+++ DATA EXTRACTS

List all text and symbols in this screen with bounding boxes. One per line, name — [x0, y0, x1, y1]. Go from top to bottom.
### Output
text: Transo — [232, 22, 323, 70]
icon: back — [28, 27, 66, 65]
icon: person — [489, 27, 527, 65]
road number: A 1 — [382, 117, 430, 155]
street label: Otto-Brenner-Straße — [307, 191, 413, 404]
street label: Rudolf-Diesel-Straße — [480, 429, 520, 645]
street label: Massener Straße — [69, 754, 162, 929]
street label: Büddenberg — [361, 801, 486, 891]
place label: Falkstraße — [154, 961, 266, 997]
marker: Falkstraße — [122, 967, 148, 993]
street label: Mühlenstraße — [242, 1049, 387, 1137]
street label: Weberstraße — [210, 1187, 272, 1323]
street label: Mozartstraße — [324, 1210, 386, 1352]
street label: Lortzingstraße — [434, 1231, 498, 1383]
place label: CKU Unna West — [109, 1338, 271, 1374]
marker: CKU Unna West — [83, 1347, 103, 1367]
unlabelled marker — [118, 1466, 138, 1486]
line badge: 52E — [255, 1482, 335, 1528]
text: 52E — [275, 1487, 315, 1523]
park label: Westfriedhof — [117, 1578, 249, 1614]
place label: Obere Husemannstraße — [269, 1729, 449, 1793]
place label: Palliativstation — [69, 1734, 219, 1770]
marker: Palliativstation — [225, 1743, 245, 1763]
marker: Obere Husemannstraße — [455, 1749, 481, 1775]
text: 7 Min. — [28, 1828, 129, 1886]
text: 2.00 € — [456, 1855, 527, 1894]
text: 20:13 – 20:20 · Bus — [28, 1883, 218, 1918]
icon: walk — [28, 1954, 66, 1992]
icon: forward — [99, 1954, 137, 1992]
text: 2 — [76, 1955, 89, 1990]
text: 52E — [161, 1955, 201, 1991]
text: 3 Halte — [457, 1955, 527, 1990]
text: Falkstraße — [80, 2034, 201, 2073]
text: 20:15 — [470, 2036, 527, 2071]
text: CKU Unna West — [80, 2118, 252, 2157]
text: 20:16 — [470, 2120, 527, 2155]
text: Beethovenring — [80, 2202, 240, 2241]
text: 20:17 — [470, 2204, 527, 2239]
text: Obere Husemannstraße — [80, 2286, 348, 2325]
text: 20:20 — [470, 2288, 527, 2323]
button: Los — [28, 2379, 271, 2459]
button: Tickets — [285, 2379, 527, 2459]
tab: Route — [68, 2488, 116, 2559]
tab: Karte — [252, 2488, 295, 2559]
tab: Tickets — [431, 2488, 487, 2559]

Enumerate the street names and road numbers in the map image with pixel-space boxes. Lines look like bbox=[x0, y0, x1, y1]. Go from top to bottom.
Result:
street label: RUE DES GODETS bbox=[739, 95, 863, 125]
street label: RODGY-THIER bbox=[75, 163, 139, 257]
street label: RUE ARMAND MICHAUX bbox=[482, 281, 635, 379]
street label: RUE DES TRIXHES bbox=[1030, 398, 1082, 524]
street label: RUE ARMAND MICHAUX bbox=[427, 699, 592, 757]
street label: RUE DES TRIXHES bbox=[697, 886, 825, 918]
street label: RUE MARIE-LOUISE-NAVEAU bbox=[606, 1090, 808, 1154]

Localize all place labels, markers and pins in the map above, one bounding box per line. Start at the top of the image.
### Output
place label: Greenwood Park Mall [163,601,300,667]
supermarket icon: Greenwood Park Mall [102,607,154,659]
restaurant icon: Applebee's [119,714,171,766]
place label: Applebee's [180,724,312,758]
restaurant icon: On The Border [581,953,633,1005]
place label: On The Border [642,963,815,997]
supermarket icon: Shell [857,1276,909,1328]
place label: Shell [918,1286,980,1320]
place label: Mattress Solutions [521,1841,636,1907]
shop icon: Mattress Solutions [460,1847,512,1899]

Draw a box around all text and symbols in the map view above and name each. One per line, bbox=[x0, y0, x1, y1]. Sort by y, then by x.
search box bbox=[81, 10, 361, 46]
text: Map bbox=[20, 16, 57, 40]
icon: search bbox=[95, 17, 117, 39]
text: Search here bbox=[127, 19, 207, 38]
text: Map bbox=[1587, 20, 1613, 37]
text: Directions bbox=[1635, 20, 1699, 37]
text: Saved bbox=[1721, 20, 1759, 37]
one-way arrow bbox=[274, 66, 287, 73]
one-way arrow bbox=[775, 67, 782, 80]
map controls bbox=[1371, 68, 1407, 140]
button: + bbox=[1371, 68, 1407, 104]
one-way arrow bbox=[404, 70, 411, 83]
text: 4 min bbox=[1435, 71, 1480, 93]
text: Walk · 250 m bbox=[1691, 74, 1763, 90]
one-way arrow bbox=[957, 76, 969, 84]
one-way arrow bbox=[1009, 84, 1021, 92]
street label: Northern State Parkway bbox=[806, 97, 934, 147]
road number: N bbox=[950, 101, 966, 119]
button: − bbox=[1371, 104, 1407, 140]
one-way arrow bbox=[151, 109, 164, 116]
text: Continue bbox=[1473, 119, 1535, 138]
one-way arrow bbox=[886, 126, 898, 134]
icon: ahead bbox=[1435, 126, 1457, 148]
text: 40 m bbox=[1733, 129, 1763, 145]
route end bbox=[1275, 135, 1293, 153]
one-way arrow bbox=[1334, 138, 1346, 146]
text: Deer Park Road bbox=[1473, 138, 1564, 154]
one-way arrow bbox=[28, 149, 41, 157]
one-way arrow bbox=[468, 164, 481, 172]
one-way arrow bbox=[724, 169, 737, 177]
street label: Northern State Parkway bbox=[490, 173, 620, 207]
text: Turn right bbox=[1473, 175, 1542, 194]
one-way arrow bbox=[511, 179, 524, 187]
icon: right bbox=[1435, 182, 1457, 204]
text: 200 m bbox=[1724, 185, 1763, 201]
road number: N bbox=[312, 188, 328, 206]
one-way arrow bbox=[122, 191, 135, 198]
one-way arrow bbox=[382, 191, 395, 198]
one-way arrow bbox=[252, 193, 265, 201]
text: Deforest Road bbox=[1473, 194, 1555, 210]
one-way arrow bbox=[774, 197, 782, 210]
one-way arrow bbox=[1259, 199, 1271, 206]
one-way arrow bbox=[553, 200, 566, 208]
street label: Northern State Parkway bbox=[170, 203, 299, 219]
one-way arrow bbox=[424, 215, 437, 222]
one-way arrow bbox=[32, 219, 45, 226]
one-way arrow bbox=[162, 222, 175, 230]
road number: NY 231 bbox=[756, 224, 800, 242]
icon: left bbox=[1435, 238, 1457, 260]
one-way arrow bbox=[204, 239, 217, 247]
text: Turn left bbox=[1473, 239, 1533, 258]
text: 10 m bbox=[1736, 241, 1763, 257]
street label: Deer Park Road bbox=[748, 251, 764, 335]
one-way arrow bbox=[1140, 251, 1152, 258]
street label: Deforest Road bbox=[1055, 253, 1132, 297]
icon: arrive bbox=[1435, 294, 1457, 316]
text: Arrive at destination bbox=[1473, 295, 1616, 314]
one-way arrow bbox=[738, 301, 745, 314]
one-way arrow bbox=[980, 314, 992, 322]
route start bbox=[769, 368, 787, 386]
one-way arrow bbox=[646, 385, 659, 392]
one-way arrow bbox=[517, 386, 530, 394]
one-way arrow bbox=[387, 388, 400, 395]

++++++

-- WORK TO BE COMPLETED --
Please copy only the lines between the first line of the entries and the line with "Enumerate the street", keeping those two end lines as well, exactly as written.

-- REPLY --
List all text and symbols in this screen with bounding boxes. One per line, name — [x0, y0, x1, y1]. Go from top to bottom.
### Output
text: Transo — [232, 22, 323, 70]
icon: back — [28, 27, 66, 65]
icon: person — [489, 27, 527, 65]
road number: A 1 — [382, 117, 430, 155]
street label: Otto-Brenner-Straße — [307, 191, 413, 404]
street label: Rudolf-Diesel-Straße — [480, 429, 520, 645]
street label: Massener Straße — [69, 754, 162, 929]
street label: Büddenberg — [361, 801, 486, 891]
place label: Falkstraße — [154, 961, 266, 997]
marker: Falkstraße — [122, 967, 148, 993]
street label: Mühlenstraße — [242, 1049, 387, 1137]
street label: Weberstraße — [210, 1187, 272, 1323]
street label: Mozartstraße — [324, 1210, 386, 1352]
street label: Lortzingstraße — [434, 1231, 498, 1383]
place label: CKU Unna West — [109, 1338, 271, 1374]
marker: CKU Unna West — [83, 1347, 103, 1367]
unlabelled marker — [118, 1466, 138, 1486]
line badge: 52E — [255, 1482, 335, 1528]
text: 52E — [275, 1487, 315, 1523]
park label: Westfriedhof — [117, 1578, 249, 1614]
place label: Obere Husemannstraße — [269, 1729, 449, 1793]
place label: Palliativstation — [69, 1734, 219, 1770]
marker: Palliativstation — [225, 1743, 245, 1763]
marker: Obere Husemannstraße — [455, 1749, 481, 1775]
text: 7 Min. — [28, 1828, 129, 1886]
text: 2.00 € — [456, 1855, 527, 1894]
text: 20:13 – 20:20 · Bus — [28, 1883, 218, 1918]
icon: walk — [28, 1954, 66, 1992]
icon: forward — [99, 1954, 137, 1992]
text: 2 — [76, 1955, 89, 1990]
text: 52E — [161, 1955, 201, 1991]
text: 3 Halte — [457, 1955, 527, 1990]
text: Falkstraße — [80, 2034, 201, 2073]
text: 20:15 — [470, 2036, 527, 2071]
text: CKU Unna West — [80, 2118, 252, 2157]
text: 20:16 — [470, 2120, 527, 2155]
text: Beethovenring — [80, 2202, 240, 2241]
text: 20:17 — [470, 2204, 527, 2239]
text: Obere Husemannstraße — [80, 2286, 348, 2325]
text: 20:20 — [470, 2288, 527, 2323]
button: Los — [28, 2379, 271, 2459]
button: Tickets — [285, 2379, 527, 2459]
tab: Route — [68, 2488, 116, 2559]
tab: Karte — [252, 2488, 295, 2559]
tab: Tickets — [431, 2488, 487, 2559]

Enumerate the street names and road numbers in the map image with pixel-space boxes. Lines look like bbox=[x0, y0, x1, y1]. Go from top to bottom.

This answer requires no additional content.